EXERCISE DIRECTIONS
Output the data in full. Keep every entry exactly as written.

EXTRACTED RECORDS
*** Block opens ***

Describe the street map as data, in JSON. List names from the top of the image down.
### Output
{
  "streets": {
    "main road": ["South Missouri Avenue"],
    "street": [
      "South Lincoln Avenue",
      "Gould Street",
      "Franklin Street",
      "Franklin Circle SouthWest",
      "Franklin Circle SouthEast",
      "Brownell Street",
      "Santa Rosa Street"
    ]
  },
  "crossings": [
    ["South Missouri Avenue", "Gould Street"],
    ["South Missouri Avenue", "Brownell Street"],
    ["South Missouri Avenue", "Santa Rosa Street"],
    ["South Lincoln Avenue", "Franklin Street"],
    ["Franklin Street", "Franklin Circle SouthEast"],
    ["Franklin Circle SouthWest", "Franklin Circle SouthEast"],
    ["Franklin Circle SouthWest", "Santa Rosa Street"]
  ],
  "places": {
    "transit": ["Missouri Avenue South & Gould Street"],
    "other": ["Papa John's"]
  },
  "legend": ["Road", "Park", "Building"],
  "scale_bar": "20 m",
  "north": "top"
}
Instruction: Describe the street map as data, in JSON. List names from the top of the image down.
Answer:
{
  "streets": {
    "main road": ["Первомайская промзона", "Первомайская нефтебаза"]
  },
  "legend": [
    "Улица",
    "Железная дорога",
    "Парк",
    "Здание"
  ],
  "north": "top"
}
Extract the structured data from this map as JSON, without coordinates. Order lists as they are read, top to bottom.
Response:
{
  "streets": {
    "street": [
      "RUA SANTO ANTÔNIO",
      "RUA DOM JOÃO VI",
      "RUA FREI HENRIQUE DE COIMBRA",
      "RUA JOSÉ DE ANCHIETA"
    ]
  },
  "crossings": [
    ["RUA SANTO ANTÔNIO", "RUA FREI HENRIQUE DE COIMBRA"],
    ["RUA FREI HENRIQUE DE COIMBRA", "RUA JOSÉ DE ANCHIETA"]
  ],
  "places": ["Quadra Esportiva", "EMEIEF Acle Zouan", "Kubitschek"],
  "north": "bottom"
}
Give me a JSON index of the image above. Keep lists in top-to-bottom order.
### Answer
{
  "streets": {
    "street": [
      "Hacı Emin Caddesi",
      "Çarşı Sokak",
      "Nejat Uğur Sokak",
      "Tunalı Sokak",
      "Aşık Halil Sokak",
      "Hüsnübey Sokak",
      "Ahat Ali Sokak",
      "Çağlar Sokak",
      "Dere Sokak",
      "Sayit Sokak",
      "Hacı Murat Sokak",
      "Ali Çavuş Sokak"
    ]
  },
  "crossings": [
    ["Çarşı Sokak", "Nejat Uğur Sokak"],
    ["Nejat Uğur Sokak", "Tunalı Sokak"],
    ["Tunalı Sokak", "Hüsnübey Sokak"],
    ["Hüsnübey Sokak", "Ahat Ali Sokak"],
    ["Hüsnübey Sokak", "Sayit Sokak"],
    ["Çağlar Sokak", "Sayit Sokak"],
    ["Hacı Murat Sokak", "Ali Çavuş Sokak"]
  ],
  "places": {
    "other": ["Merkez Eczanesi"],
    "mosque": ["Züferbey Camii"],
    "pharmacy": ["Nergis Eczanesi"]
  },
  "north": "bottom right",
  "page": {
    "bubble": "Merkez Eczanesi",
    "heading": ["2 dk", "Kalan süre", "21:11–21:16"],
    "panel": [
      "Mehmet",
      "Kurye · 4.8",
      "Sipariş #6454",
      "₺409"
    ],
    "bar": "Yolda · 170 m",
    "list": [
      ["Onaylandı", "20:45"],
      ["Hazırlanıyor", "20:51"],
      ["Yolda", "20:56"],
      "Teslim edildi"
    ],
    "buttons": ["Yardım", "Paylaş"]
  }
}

*** Block closes ***

SOLUTION BELOW
Describe the street map as data, in JSON. List names from the top of the image down.
### Output
{
  "streets": {
    "main road": ["South Missouri Avenue"],
    "street": [
      "South Lincoln Avenue",
      "Gould Street",
      "Franklin Street",
      "Franklin Circle SouthWest",
      "Franklin Circle SouthEast",
      "Brownell Street",
      "Santa Rosa Street"
    ]
  },
  "crossings": [
    ["South Missouri Avenue", "Gould Street"],
    ["South Missouri Avenue", "Brownell Street"],
    ["South Missouri Avenue", "Santa Rosa Street"],
    ["South Lincoln Avenue", "Franklin Street"],
    ["Franklin Street", "Franklin Circle SouthEast"],
    ["Franklin Circle SouthWest", "Franklin Circle SouthEast"],
    ["Franklin Circle SouthWest", "Santa Rosa Street"]
  ],
  "places": {
    "transit": ["Missouri Avenue South & Gould Street"],
    "other": ["Papa John's"]
  },
  "legend": ["Road", "Park", "Building"],
  "scale_bar": "20 m",
  "north": "top"
}
Instruction: Describe the street map as data, in JSON. List names from the top of the image down.
Answer:
{
  "streets": {
    "main road": ["Первомайская промзона", "Первомайская нефтебаза"]
  },
  "legend": [
    "Улица",
    "Железная дорога",
    "Парк",
    "Здание"
  ],
  "north": "top"
}
Extract the structured data from this map as JSON, without coordinates. Order lists as they are read, top to bottom.
Response:
{
  "streets": {
    "street": [
      "RUA SANTO ANTÔNIO",
      "RUA DOM JOÃO VI",
      "RUA FREI HENRIQUE DE COIMBRA",
      "RUA JOSÉ DE ANCHIETA"
    ]
  },
  "crossings": [
    ["RUA SANTO ANTÔNIO", "RUA FREI HENRIQUE DE COIMBRA"],
    ["RUA FREI HENRIQUE DE COIMBRA", "RUA JOSÉ DE ANCHIETA"]
  ],
  "places": ["Quadra Esportiva", "EMEIEF Acle Zouan", "Kubitschek"],
  "north": "bottom"
}
Give me a JSON index of the image above. Keep lists in top-to-bottom order.
### Answer
{
  "streets": {
    "street": [
      "Hacı Emin Caddesi",
      "Çarşı Sokak",
      "Nejat Uğur Sokak",
      "Tunalı Sokak",
      "Aşık Halil Sokak",
      "Hüsnübey Sokak",
      "Ahat Ali Sokak",
      "Çağlar Sokak",
      "Dere Sokak",
      "Sayit Sokak",
      "Hacı Murat Sokak",
      "Ali Çavuş Sokak"
    ]
  },
  "crossings": [
    ["Çarşı Sokak", "Nejat Uğur Sokak"],
    ["Nejat Uğur Sokak", "Tunalı Sokak"],
    ["Tunalı Sokak", "Hüsnübey Sokak"],
    ["Hüsnübey Sokak", "Ahat Ali Sokak"],
    ["Hüsnübey Sokak", "Sayit Sokak"],
    ["Çağlar Sokak", "Sayit Sokak"],
    ["Hacı Murat Sokak", "Ali Çavuş Sokak"]
  ],
  "places": {
    "other": ["Merkez Eczanesi"],
    "mosque": ["Züferbey Camii"],
    "pharmacy": ["Nergis Eczanesi"]
  },
  "north": "bottom right",
  "page": {
    "bubble": "Merkez Eczanesi",
    "heading": ["2 dk", "Kalan süre", "21:11–21:16"],
    "panel": [
      "Mehmet",
      "Kurye · 4.8",
      "Sipariş #6454",
      "₺409"
    ],
    "bar": "Yolda · 170 m",
    "list": [
      ["Onaylandı", "20:45"],
      ["Hazırlanıyor", "20:51"],
      ["Yolda", "20:56"],
      "Teslim edildi"
    ],
    "buttons": ["Yardım", "Paylaş"]
  }
}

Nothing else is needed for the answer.